**Collected data**
════

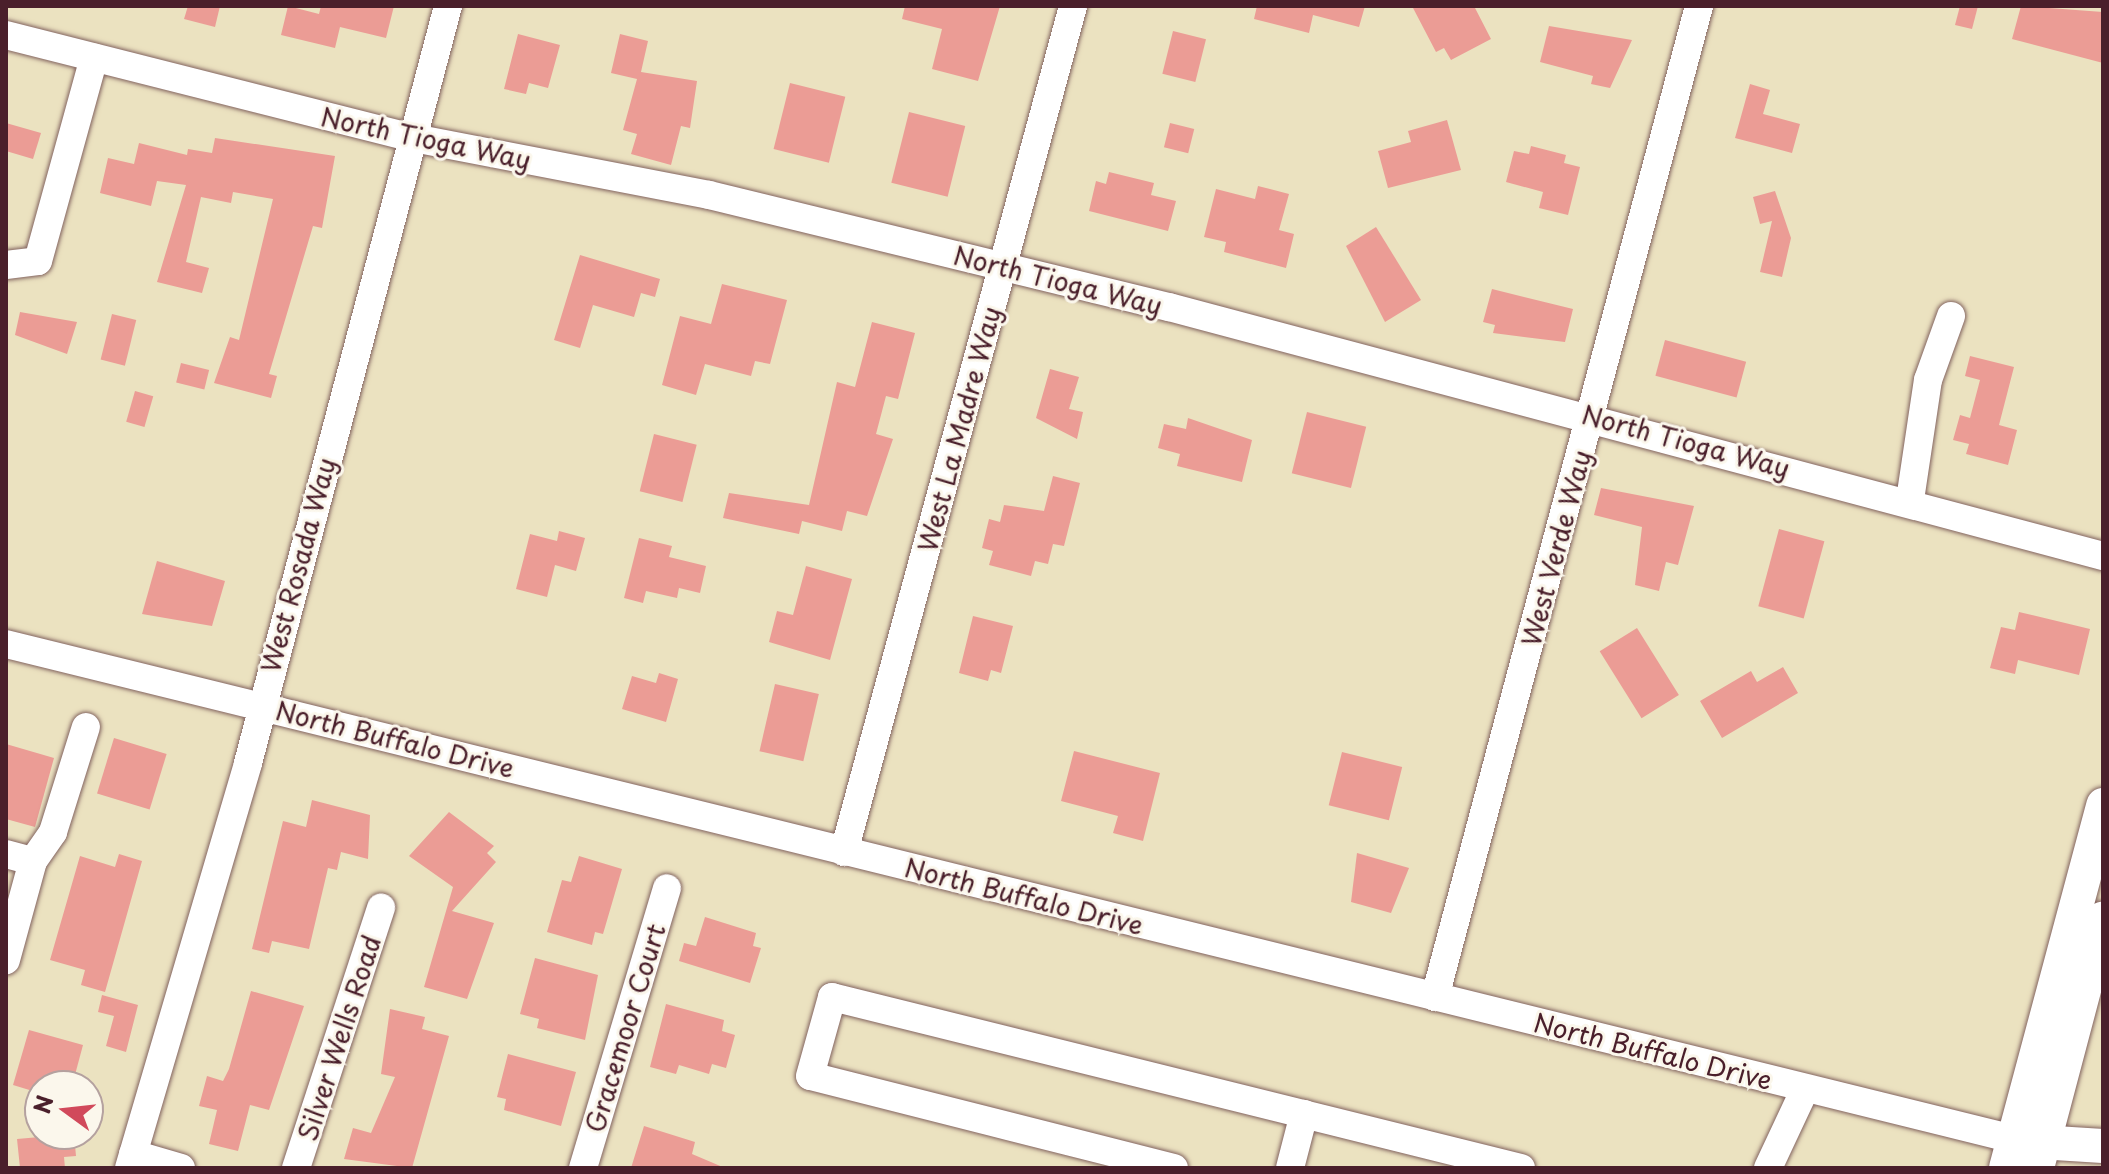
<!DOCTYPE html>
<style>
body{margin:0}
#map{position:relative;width:2109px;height:1174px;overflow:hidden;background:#ebe2c0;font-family:"Playpen Sans",sans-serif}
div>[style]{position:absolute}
.building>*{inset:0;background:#eb9c95;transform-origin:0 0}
.roads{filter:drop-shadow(0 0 2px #82635f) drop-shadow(0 0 2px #82635f)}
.minor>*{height:28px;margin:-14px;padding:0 14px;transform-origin:14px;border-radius:14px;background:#fff}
.major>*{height:34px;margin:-17px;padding:0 17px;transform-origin:17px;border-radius:17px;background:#fff}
span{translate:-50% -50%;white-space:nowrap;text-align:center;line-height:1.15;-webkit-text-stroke:6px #fbf7ec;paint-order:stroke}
.street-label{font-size:26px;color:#4a1f2b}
.frame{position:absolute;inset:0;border:8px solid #4a1f2b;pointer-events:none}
.north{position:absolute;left:24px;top:1070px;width:80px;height:80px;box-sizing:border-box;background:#fbf7ec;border:2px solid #b4a19f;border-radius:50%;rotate:285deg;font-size:22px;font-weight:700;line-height:32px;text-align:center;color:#4a1f2b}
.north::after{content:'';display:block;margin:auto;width:28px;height:36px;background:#d1495b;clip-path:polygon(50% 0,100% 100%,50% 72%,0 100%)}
</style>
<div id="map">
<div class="building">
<div style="clip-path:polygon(188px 6px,220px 6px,215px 27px,184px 19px)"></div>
<div style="clip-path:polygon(288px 6px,319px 14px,321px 6px,394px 6px,386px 38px,340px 27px,335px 48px,281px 35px)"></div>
<div style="clip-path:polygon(905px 6px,1000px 6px,978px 81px,932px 69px,942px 29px,902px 19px)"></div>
<div style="clip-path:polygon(1257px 6px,1365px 6px,1359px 27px,1313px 15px,1309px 33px,1254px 19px)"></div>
<div style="clip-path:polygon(1412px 6px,1474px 6px,1491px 39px,1451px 60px,1444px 48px,1436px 52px)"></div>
<div style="clip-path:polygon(1960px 6px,1978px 6px,1972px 29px,1955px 25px)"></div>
<div style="clip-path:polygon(2021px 6px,2103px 12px,2103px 63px,2012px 39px)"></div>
<div style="clip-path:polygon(1549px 26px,1632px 40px,1610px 88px,1591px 84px,1593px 76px,1540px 62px)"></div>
<div style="left:1173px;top:31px;width:34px;height:44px;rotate:14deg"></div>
<div style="clip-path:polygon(518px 34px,560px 45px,548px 88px,529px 83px,526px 94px,504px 89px)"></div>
<div style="clip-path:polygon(620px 34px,648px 41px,641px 72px,697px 81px,690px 128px,681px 126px,671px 165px,631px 154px,637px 134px,623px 130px,637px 79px,611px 73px)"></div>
<div style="left:790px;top:83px;width:57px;height:68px;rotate:14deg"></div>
<div style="clip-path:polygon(1750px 84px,1770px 90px,1763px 114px,1800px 124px,1792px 153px,1735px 138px)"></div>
<div style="left:909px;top:112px;width:58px;height:73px;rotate:14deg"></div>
<div style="clip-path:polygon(1447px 120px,1461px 170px,1388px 188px,1378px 151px,1411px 142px,1408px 131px)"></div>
<div style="clip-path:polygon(6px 123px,41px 133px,33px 159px,6px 151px)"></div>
<div style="left:1170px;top:123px;width:25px;height:25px;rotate:14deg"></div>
<div style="clip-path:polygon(215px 138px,335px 156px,322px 228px,313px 226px,269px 374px,277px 376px,271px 398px,214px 383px,230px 337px,239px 340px,273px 199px,233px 192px,231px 203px,201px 197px,186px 262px,209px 268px,202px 293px,157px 282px,186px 185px,157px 181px,151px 206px,100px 193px,108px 158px,134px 164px,139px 143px,187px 155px,188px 149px,212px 153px)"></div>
<div style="clip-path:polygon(1531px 146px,1566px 155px,1564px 163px,1580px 167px,1568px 215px,1539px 208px,1543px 192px,1506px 182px,1514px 151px,1529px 154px)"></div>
<div style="clip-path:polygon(1109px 172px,1154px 183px,1151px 195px,1176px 201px,1168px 231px,1089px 211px,1096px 181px,1106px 184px)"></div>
<div style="clip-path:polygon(1258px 186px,1289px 194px,1279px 230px,1294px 234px,1286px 268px,1224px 252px,1226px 242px,1204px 237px,1216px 189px,1255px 199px)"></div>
<div style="clip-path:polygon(1775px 191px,1791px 238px,1782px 277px,1760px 272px,1772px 221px,1760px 224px,1753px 197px)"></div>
<div style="clip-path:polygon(1376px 227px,1421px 300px,1385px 322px,1346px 246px)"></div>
<div style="clip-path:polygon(580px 255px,660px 279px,655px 297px,641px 293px,634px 317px,593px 305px,580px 348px,554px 340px)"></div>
<div style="clip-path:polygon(722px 284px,787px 300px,770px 364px,755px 361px,751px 376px,705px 364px,696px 395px,662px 385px,680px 316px,711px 324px)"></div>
<div style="clip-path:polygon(1492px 289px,1573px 309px,1565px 342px,1493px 333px,1495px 325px,1483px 322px)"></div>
<div style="clip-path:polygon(20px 312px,77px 322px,67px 354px,15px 335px)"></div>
<div style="left:112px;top:314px;width:25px;height:47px;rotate:14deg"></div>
<div style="clip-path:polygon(872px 322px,915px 333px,898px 399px,886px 396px,876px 434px,893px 439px,867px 516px,847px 511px,842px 531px,802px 521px,799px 534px,723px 518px,729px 493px,809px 505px,837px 382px,855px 387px)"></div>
<div style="left:1665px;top:340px;width:84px;height:37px;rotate:15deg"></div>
<div style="clip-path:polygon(1970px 356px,2014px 367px,1999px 425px,2017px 430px,2008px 465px,1966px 454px,1969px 444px,1953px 440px,1960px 415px,1970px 418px,1980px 380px,1965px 376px)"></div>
<div style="left:181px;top:363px;width:29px;height:20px;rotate:14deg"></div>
<div style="clip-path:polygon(1050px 369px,1079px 377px,1069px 409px,1083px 412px,1077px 439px,1036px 418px)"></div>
<div style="left:135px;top:391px;width:19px;height:32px;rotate:16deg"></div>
<div style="left:1307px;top:412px;width:61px;height:63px;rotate:14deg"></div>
<div style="clip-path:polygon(1188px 418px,1252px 440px,1242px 482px,1177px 466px,1180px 454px,1158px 448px,1164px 424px,1186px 429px)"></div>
<div style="left:654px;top:434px;width:44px;height:59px;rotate:14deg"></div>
<div style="clip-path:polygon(1053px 476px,1080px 483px,1064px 546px,1053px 544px,1048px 564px,1035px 561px,1031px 576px,989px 565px,993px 551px,982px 548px,989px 519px,1000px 522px,1004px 505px,1044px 511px)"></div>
<div style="clip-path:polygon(1601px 488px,1694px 506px,1678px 565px,1666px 562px,1659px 591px,1635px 585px,1642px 527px,1594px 515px)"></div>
<div style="left:1779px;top:529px;width:47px;height:80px;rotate:15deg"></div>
<div style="clip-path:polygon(559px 531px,585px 538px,576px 571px,555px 565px,547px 597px,516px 589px,530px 534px,557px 541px)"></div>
<div style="clip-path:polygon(639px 538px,672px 546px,669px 557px,706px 566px,700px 593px,679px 588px,677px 598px,646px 591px,643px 603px,624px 598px)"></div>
<div style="clip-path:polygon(157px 561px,225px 581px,212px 626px,142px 614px)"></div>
<div style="clip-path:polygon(806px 566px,852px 579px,830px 660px,769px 642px,777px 611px,793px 615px)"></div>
<div style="clip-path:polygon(2019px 612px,2090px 629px,2079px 675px,2018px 660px,2015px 674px,1990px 668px,2001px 627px,2015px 630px)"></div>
<div style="clip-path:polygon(973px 616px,1013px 626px,1001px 673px,991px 670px,988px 681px,959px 673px)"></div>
<div style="left:1637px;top:628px;width:79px;height:44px;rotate:58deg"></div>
<div style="clip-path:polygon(1783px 667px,1798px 693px,1722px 738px,1700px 701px,1751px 671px,1757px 682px)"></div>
<div style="clip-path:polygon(659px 673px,678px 679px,666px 722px,622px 709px,632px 676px,656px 683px)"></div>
<div style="left:775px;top:684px;width:45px;height:69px;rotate:13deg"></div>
<div style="left:114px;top:738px;width:55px;height:58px;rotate:17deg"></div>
<div style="clip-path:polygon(6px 744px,54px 758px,35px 827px,6px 819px)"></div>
<div style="clip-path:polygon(1074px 751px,1160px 773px,1143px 841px,1113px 833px,1118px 816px,1061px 801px)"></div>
<div style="left:1342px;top:752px;width:62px;height:55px;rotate:14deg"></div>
<div style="clip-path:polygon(312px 800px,370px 815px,368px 859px,341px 852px,337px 870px,328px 868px,309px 949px,272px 941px,269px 953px,252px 949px,283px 821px,306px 827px)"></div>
<div style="clip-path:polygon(449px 812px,494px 846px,487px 853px,496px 862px,452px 911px,494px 923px,467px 999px,424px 987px,453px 887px,409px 856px)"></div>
<div style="clip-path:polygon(1357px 853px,1409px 868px,1391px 913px,1351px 902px)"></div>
<div style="clip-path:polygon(119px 854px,142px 861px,105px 992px,81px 985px,85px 970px,50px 960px,80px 856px,115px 867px)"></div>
<div style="clip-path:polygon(579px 856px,622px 869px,603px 934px,595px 932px,592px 945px,547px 932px,562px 880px,571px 882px)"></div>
<div style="clip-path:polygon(705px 917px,756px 933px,753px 946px,761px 948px,750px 983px,679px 961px,684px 943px,696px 946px)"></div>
<div style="clip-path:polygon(535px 958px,598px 975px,585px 1040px,537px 1028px,539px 1019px,520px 1014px)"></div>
<div style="clip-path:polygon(251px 991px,304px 1006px,269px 1110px,250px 1105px,238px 1151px,209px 1144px,217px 1110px,199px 1106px,207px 1076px,223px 1081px,229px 1069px)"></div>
<div style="clip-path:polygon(102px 995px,138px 1005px,126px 1052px,106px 1046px,114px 1016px,98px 1012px)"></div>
<div style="clip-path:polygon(666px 1004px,724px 1020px,722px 1031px,735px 1035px,726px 1068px,712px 1064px,709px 1074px,679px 1065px,676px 1074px,650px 1067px)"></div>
<div style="clip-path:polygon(390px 1009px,425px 1017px,422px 1029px,449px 1036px,412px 1168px,344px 1159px,353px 1128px,371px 1133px,395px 1077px,381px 1074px)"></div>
<div style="clip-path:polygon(29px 1030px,83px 1045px,72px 1086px,36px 1092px,13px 1085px)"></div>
<div style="clip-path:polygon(508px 1054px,576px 1072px,561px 1126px,504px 1110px,506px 1099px,497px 1097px)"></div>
<div style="clip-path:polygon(644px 1126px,695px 1142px,692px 1154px,725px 1168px,631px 1168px)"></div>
<div style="clip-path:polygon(74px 1134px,76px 1156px,64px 1157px,65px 1168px,20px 1168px,17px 1139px)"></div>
</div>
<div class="roads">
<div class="minor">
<div style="left:6px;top:35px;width:420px;rotate:14.2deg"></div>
<div style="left:413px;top:138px;width:301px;rotate:10.9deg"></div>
<div style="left:709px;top:195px;width:473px;rotate:13.7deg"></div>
<div style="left:1169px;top:307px;width:967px;rotate:14.93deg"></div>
<div style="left:6px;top:265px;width:32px;rotate:-7deg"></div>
<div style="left:38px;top:261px;width:211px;rotate:-74.6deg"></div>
<div style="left:1910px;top:500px;width:121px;rotate:-81.5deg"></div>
<div style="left:1928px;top:380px;width:68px;rotate:-70.2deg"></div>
<div style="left:6px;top:644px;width:2068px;rotate:13.85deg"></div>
<div style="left:844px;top:852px;width:876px;rotate:-74.85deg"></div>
<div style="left:6px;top:854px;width:28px;rotate:15deg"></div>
<div style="left:33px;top:861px;width:103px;rotate:105.3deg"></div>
<div style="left:33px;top:861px;width:35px;rotate:-55deg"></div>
<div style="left:53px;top:832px;width:110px;rotate:-72.6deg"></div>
<div style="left:1435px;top:997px;width:1026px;rotate:-75.08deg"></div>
<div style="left:133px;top:1154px;width:50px;rotate:16.3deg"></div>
<div style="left:129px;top:1168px;width:422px;rotate:-73.6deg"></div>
<div style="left:248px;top:763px;width:783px;rotate:-75.2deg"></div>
<div style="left:296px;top:1168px;width:274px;rotate:-71.9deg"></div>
<div style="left:583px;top:1168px;width:292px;rotate:-73.3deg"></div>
<div style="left:1174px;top:1168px;width:375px;rotate:-165.8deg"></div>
<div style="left:810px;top:1076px;width:82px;rotate:-74.4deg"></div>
<div style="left:832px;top:997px;width:710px;rotate:13.94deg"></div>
<div style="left:1290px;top:1168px;width:56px;rotate:-75.5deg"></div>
<div style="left:1768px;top:1168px;width:87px;rotate:-64.9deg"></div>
</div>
<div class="major">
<div style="left:2023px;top:1141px;width:80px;rotate:3.6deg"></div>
<div style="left:2006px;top:1168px;width:376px;rotate:-75deg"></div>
<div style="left:2037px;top:1168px;width:258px;rotate:-75.2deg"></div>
</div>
</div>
<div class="street-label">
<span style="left:426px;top:138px;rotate:12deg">North Tioga Way</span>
<span style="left:1058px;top:280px;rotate:14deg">North Tioga Way</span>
<span style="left:959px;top:429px;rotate:-75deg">West La Madre Way</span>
<span style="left:1686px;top:441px;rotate:15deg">North Tioga Way</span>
<span style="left:1556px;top:548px;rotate:-75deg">West Verde Way</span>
<span style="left:298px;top:565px;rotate:-75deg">West Rosada Way</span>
<span style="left:395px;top:739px;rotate:14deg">North Buffalo Drive</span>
<span style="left:1024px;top:896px;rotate:14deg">North Buffalo Drive</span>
<span style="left:625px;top:1028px;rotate:-73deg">Gracemoor Court</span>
<span style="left:339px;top:1038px;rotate:-72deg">Silver Wells Road</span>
<span style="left:1653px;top:1051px;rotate:14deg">North Buffalo Drive</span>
</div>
<div class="frame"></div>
<div class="north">N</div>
</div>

════

**Exercise requirements**
Please quote exactly the run of lines that starts the entries and ends at the line containing "2px #82635f) drop-shadow(0", leaving out every picture.

**Finished exercise**
<!DOCTYPE html>
<style>
body{margin:0}
#map{position:relative;width:2109px;height:1174px;overflow:hidden;background:#ebe2c0;font-family:"Playpen Sans",sans-serif}
div>[style]{position:absolute}
.building>*{inset:0;background:#eb9c95;transform-origin:0 0}
.roads{filter:drop-shadow(0 0 2px #82635f) drop-shadow(0 0 2px #82635f)}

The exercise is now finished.